Segment Open

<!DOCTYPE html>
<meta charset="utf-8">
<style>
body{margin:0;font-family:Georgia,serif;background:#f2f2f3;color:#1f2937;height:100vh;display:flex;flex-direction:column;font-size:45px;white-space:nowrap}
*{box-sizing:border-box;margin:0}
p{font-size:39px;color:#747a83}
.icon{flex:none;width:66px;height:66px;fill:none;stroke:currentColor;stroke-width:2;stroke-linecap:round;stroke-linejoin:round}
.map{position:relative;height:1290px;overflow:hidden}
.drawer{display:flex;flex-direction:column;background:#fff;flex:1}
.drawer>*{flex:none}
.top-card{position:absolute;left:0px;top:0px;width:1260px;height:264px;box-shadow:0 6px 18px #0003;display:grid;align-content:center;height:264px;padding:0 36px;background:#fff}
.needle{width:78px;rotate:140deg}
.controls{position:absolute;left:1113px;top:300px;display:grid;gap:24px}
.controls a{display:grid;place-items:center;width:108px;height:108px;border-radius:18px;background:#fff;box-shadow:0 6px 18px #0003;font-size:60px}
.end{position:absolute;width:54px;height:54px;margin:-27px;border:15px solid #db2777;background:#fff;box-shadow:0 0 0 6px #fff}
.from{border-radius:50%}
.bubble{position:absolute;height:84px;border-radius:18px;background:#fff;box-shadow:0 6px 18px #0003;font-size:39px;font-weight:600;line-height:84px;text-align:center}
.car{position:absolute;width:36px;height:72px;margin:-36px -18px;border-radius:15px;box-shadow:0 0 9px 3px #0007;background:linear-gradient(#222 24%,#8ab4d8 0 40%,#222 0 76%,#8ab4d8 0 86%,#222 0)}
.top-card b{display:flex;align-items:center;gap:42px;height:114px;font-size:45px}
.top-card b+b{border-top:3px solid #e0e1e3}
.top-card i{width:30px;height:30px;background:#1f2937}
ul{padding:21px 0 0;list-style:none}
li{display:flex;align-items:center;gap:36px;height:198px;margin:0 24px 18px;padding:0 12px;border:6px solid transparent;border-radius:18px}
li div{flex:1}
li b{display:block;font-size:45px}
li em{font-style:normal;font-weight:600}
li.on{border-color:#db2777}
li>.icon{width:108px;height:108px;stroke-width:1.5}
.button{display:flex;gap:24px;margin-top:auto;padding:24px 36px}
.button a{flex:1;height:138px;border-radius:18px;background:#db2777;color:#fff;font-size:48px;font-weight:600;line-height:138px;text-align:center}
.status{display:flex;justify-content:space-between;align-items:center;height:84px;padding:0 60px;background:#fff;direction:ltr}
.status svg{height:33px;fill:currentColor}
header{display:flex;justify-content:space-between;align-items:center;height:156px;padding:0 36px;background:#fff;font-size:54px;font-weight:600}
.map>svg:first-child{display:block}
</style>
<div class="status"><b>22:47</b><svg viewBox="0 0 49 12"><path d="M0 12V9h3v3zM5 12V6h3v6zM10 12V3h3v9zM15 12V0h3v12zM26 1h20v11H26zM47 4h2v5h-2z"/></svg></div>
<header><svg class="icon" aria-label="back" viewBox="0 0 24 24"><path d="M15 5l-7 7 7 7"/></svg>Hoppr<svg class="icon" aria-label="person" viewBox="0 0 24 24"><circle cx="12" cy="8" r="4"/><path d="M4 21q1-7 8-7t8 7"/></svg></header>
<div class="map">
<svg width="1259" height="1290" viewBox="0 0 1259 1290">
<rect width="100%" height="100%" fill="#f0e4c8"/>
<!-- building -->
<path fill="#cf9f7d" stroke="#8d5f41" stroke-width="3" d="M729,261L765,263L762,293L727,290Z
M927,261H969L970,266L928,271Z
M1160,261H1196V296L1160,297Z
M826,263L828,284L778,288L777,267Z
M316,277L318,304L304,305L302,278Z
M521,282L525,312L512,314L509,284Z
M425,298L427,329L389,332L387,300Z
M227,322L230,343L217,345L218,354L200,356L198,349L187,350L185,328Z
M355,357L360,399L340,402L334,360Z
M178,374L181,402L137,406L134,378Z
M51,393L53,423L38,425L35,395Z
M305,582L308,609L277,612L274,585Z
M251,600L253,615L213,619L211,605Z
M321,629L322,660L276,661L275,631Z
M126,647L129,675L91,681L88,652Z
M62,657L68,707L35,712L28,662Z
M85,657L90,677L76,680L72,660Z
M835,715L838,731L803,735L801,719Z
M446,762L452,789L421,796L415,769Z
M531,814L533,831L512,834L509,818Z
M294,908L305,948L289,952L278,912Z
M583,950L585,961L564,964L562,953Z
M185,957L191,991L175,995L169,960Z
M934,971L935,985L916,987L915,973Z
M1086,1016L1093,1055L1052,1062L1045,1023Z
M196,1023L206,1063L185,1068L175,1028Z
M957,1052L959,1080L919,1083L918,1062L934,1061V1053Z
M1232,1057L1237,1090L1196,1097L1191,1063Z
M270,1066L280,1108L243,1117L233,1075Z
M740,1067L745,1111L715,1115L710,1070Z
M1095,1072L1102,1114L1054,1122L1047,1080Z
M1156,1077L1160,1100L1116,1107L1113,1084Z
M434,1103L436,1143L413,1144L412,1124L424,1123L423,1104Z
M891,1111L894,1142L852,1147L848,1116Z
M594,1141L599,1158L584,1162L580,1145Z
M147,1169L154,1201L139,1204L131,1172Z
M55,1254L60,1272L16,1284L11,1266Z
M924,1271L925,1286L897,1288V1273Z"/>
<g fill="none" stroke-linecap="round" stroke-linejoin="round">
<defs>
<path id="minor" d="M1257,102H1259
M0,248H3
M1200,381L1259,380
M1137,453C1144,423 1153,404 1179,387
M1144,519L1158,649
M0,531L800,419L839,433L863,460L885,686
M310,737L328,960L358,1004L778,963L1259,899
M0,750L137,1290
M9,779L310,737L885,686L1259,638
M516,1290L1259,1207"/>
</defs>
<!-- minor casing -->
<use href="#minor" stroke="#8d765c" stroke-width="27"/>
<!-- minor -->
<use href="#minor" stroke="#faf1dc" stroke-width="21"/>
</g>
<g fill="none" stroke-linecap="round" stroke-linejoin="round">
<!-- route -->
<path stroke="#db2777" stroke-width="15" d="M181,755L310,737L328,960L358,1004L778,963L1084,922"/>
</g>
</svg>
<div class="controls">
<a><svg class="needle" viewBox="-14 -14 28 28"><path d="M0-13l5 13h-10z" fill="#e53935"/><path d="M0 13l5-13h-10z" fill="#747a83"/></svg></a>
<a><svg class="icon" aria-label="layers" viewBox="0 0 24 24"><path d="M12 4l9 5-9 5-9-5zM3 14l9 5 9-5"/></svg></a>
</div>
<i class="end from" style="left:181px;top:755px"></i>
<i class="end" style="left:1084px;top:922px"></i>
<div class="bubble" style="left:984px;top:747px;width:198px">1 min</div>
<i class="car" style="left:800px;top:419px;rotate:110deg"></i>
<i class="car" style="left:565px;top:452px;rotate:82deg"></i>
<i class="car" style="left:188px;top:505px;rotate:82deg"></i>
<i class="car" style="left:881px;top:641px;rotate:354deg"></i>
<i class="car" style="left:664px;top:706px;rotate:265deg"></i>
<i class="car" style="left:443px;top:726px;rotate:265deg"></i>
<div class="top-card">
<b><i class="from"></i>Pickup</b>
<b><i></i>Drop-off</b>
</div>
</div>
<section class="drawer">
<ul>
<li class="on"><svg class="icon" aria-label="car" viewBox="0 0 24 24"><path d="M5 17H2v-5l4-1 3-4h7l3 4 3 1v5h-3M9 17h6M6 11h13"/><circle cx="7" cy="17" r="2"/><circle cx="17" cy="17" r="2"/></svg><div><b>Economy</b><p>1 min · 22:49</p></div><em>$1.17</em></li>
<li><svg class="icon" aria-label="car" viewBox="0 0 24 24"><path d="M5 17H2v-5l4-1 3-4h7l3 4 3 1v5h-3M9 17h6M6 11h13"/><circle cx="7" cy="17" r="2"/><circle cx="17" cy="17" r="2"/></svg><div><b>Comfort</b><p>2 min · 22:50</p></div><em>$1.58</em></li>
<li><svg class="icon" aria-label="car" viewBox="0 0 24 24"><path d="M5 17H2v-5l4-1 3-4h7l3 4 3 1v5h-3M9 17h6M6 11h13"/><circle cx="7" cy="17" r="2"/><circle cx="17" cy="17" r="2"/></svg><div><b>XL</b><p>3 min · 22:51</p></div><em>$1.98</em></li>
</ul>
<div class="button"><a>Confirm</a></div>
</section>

Segment Closed

→ What you should do: Note every line in the material with "controls" and copy it.

→ Response to the exercise:
.controls{position:absolute;left:1113px;top:300px;display:grid;gap:24px}
.controls a{display:grid;place-items:center;width:108px;height:108px;border-radius:18px;background:#fff;box-shadow:0 6px 18px #0003;font-size:60px}
<div class="controls">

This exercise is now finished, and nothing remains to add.